The Nude Pool: Part Two

Overall it's a good chapter. Just some mild feedback.

1) You do something that I do too much as well...you repeat sentence structures. For instance:
The next morning dawned clear and sunny, promising a beautiful day. ...
Faye Morgan had a newspaper subscription, so the girls could read the forecast while breakfasting. ...
They decided to make a circuit, see if there's any more neighbors out and about. ...
The mid-morning neighborhood was relatively quiet, but some residents were out performing, mostly yard work and other chores.
When I do my editing run-through, I now have this on my list of things to look for.

2) This is not the best use of a colon:
The next bit of strange came as they passed a National Parcel Company van parked at a corner: the same one from yesterday.
Could be written as, "The next odd thing they noticed was a National Parcel Company van parked on the corner—the same one they’d seen yesterday."

3) Be consistent with how you note interior thoughts.
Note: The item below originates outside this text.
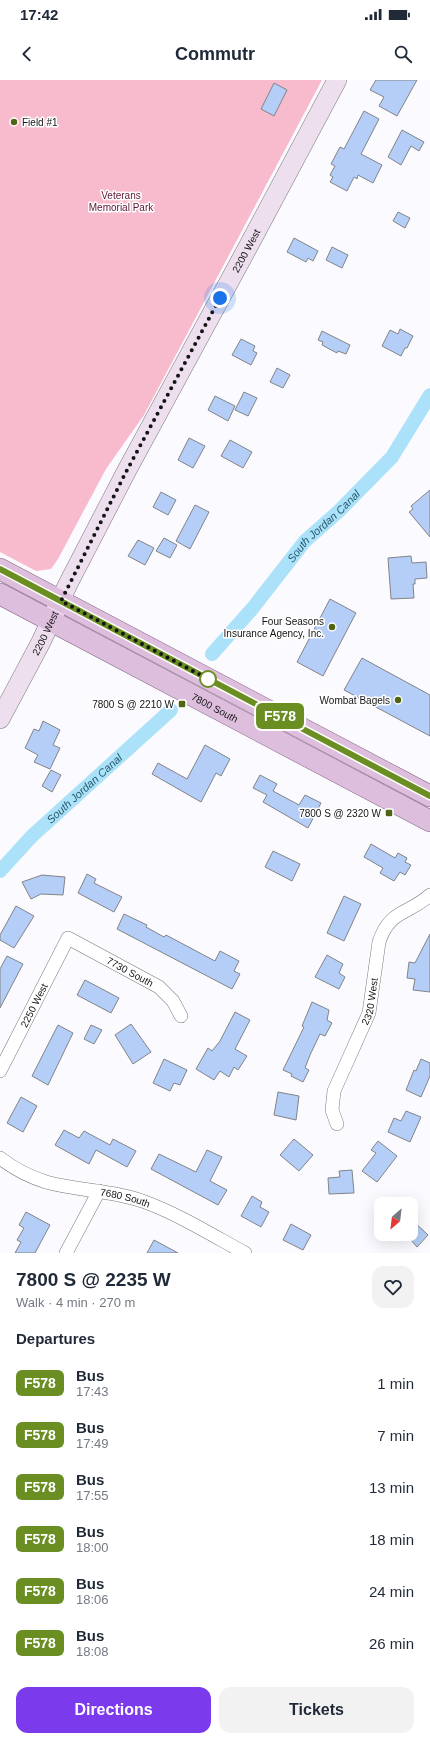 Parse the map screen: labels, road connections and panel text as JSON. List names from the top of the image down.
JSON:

Eg:
"A fawn. A baby deer. A white baby deer. On a leash," thought Lucy.
But in two sentences, you have this interior thought:
"Uh, Lucy. Lucy Wonderland," she took the woman's hand. It's so soft and warm.

4) Some of your dialogue is a little odd. Eg:
"That was... wow! I don't consider myself lesbian but..." Sarah's mouth was open.
Could be: "Wow," Sarah said. "I'm not a lesbian, but damn..."

5) Sometimes you describe an event using unnecessarily complex language. For instance, the section about diving into the pool and the bikini top coming off. This could be written using simpler language since it then turns into an odd event. It could be written more clearly:
Lucy dove into the pool wearing her black string bikini and came up a moment later completely naked.
For a second, she just floated there, confused. Then she spotted her top and bottoms drifting away across the water.
“Dammit!” she said, lunging for them. “I thought I tied the strings tight!”
At least Sarah was the only one watching—and since Lucy had been naked in front of her best friend before, she didn’t bother to be embarrassed.

6) When two friends are talking to each other, they generally don't say their names. There are exceptions, like when they are trying to get their attention or making a strong point. But "I'm feeling it everywhere, Lucy!" should just be ""I'm feeling it everywhere!" —Lucy already knows Sarah is talking to her.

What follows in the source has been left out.